The law is explicit: for water to qualify as “natural mineral water,” it must be bottled exactly as it flows from its source — untouched, untreated, and unaltered.
‘Drink Less’ aluminium sculptures made from recycled Coca-Cola cans
But as climate change, agricultural runoff, and years of drought take their toll on the deep aquifers these companies depend upon, maintaining that legal (and marketing) illusion has become impossible. According to French hydrologist Emma Haziza, the quality of once-protected deep aquifers has been compromised — and “the entire model is no longer sustainable.” BBC News, 2024
Even Nestlé, Perrier’s parent company, has admitted to using prohibited micro-filtration methods at its site in Vergèze, near Montpellier. It also quietly applied to downgrade three of its five source wells, seeking mineral certification for just two. Le Monde investigation summary (FR)

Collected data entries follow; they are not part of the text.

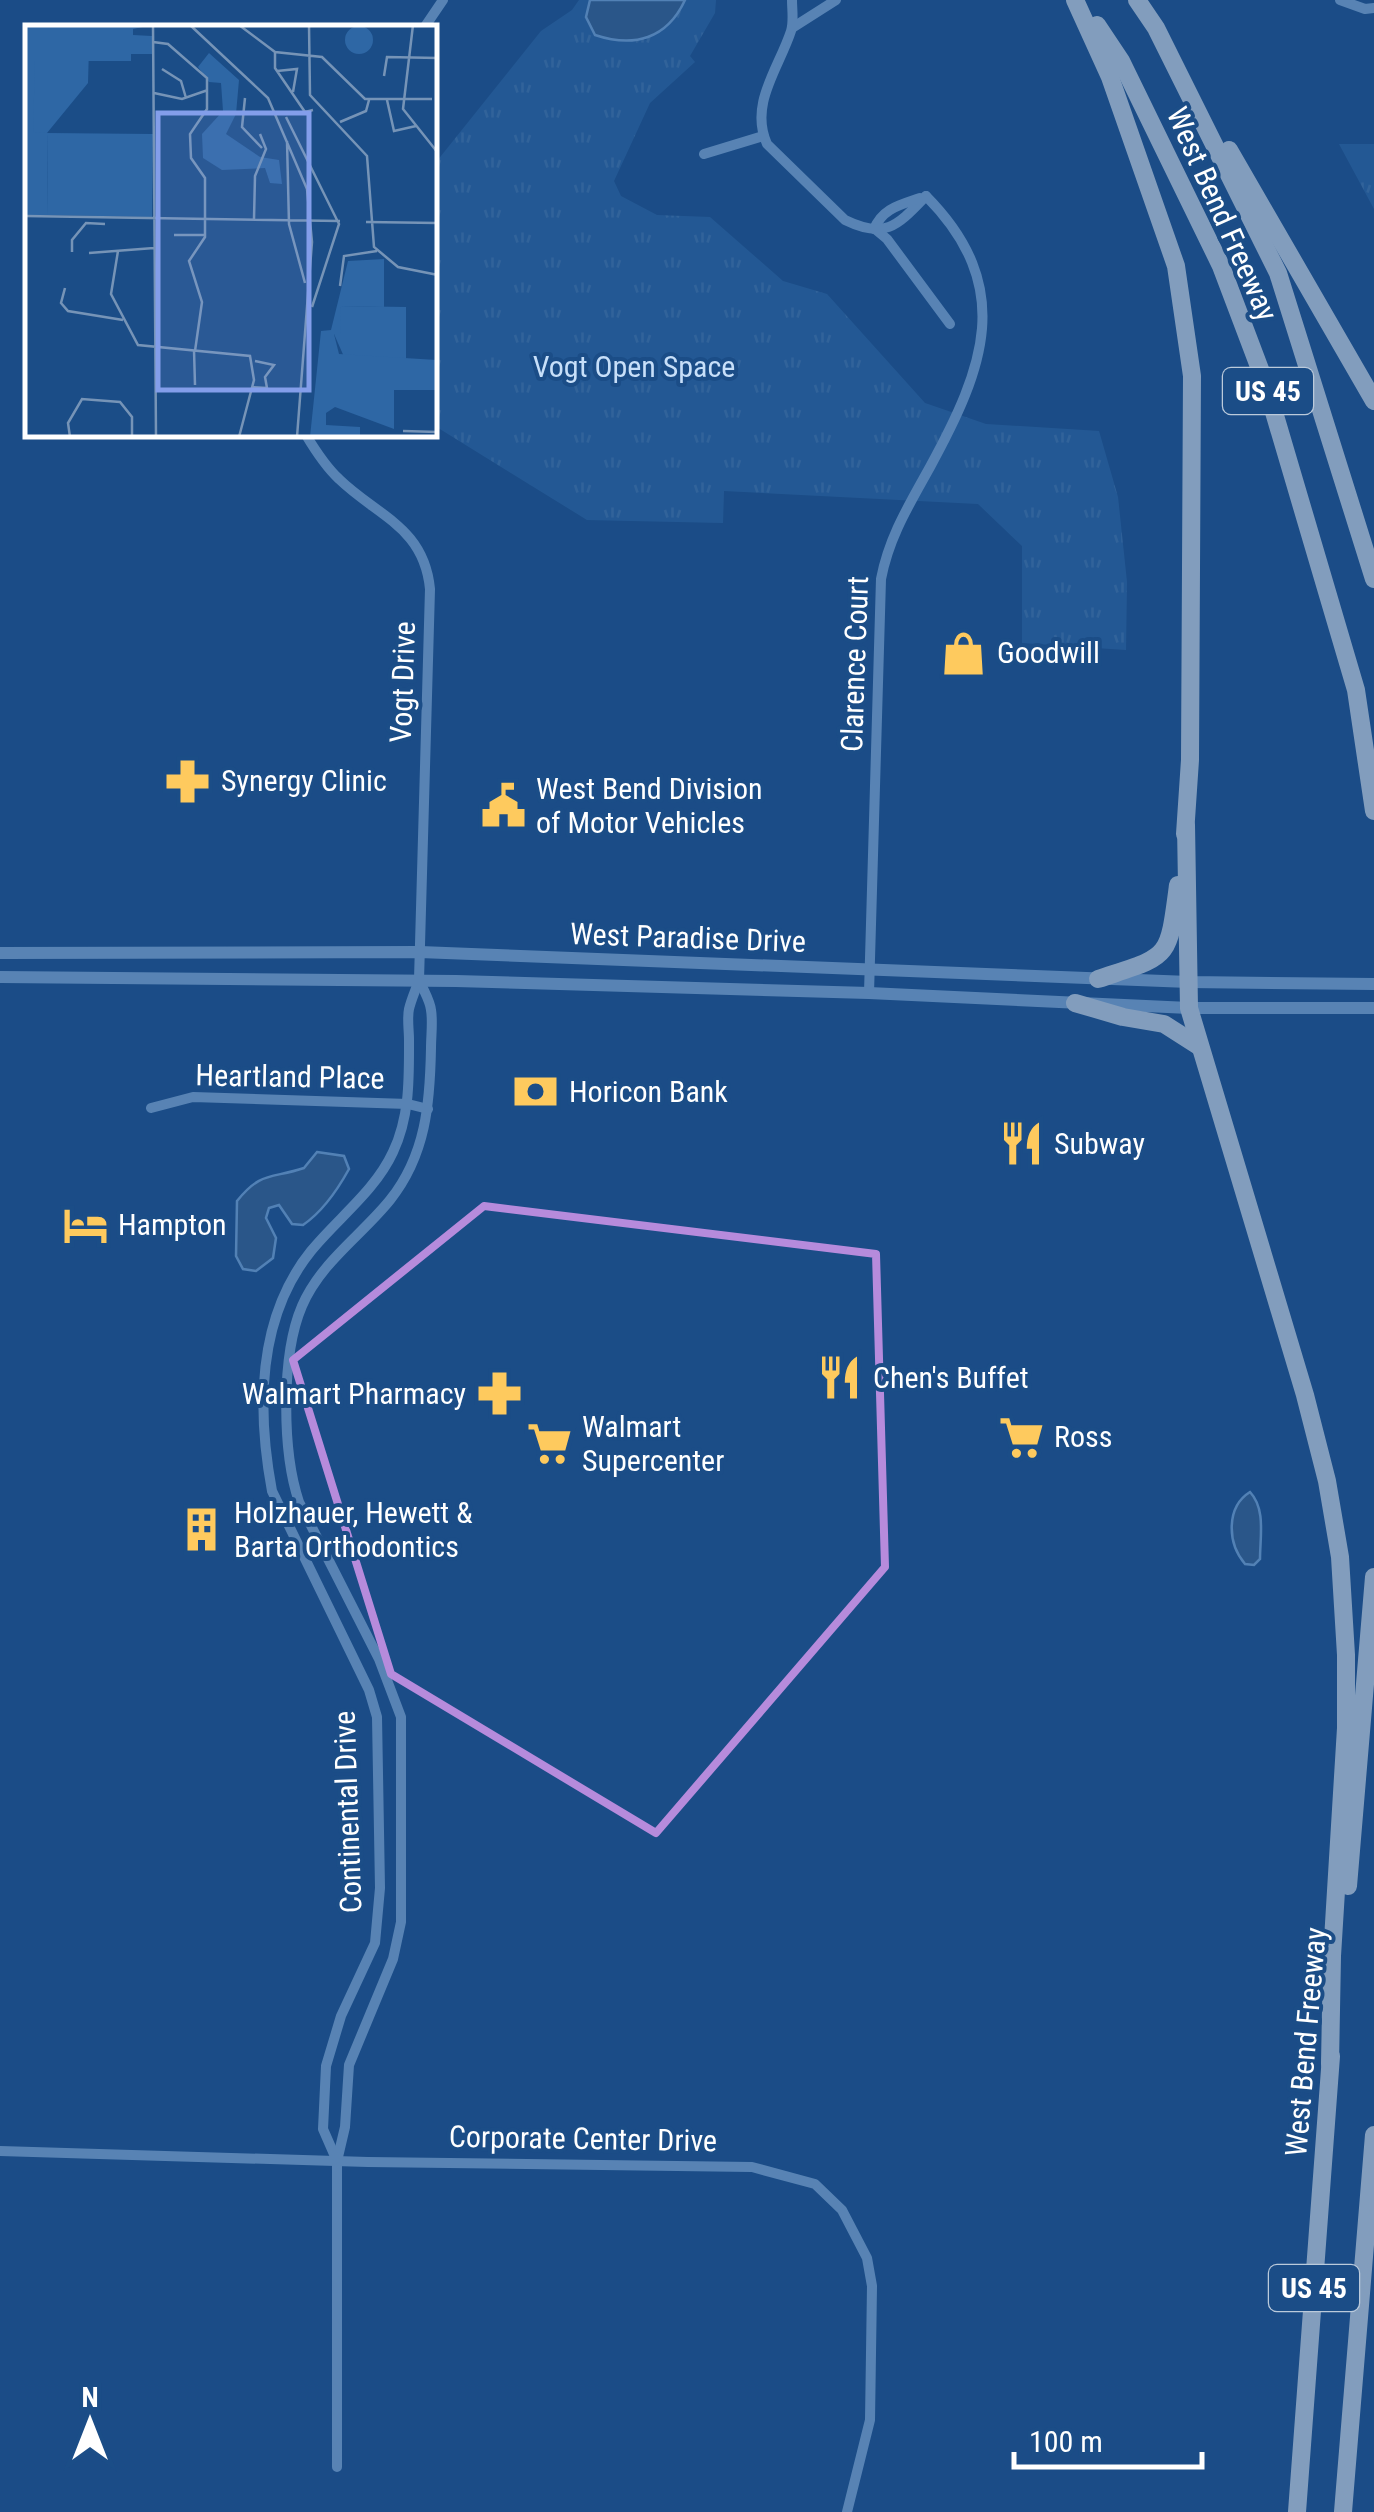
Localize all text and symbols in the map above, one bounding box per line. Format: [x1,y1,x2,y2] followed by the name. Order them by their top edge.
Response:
[25,25,438,438] inset map
[1160,102,1285,326] street label: West Bend Freeway
[533,349,735,384] park label: Vogt Open Space
[1223,368,1313,414] road number: US 45
[834,576,875,752] street label: Clarence Court
[383,621,422,743] street label: Vogt Drive
[940,629,988,677] shop icon: Goodwill
[997,635,1100,670] place label: Goodwill
[164,757,212,805] pharmacy icon: Synergy Clinic
[221,763,387,798] place label: Synergy Clinic
[536,771,763,840] place label: West Bend Division of Motor Vehicles
[479,782,527,830] public building icon: West Bend Division of Motor Vehicles
[570,916,807,959] street label: West Paradise Drive
[195,1057,385,1096] street label: Heartland Place
[512,1068,560,1116] bank icon: Horicon Bank
[569,1074,728,1109] place label: Horicon Bank
[997,1120,1045,1168] restaurant icon: Subway
[1054,1126,1145,1161] place label: Subway
[61,1201,109,1249] hotel icon: Hampton
[118,1207,227,1242] place label: Hampton
[816,1354,864,1402] restaurant icon: Chen's Buffet
[873,1360,1029,1395] place label: Chen's Buffet
[475,1370,523,1418] pharmacy icon: Walmart Pharmacy
[242,1376,466,1411] place label: Walmart Pharmacy
[582,1409,724,1478] place label: Walmart Supercenter
[997,1413,1045,1461] supermarket icon: Ross
[1054,1419,1112,1454] place label: Ross
[525,1420,573,1468] supermarket icon: Walmart Supercenter
[234,1495,473,1564] place label: Holzhauer, Hewett & Barta Orthodontics
[177,1506,225,1554] building icon: Holzhauer, Hewett & Barta Orthodontics
[326,1710,369,1914] street label: Continental Drive
[1278,1926,1333,2158] street label: West Bend Freeway
[449,2119,717,2158] street label: Corporate Center Drive
[1269,2265,1359,2311] road number: US 45
[40,2372,140,2472] north arrow
[81,2381,99,2414] text: N
[1014,2407,1202,2469] scale bar
[1029,2424,1103,2459] text: 100 m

More troubling still are allegations of government complicity. France’s Senate accused officials of a “deliberate strategy of dissimulation,” rewriting rules to allow filtration to continue while suppressing reports that could damage the industry. French Senate Report, 2024 (FR)
This is not merely technical misconduct; it is consumer deception on an industrial scale. Bottled water is marketed as pure, untouched, and superior — yet it is often no better than tap water, and far worse once the plastic, energy, and transport footprint is considered. WHO · NRDC
‘Naive Twins’ — parody aluminium sculptures made from recycled Evian cans
Perrier is not an exception; it is the rule. In 2023 alone, the company destroyed three million bottles due to contamination. Its new flavoured line, “Maison Perrier,” avoids the mineral water classification entirely — because it allows treatment. This is not innovation; it is evasion.
We are witnessing the collapse of a business model that promised purity but delivered packaging — a model that pushed consumers to pay up to 2,000 times more than public tap water while degrading shared natural resources. Food & Water Watch
It is time to stop paying for water twice — once through taxes, and again through marketing. Water is a public right, not a luxury commodity. Purity should never come in plastic.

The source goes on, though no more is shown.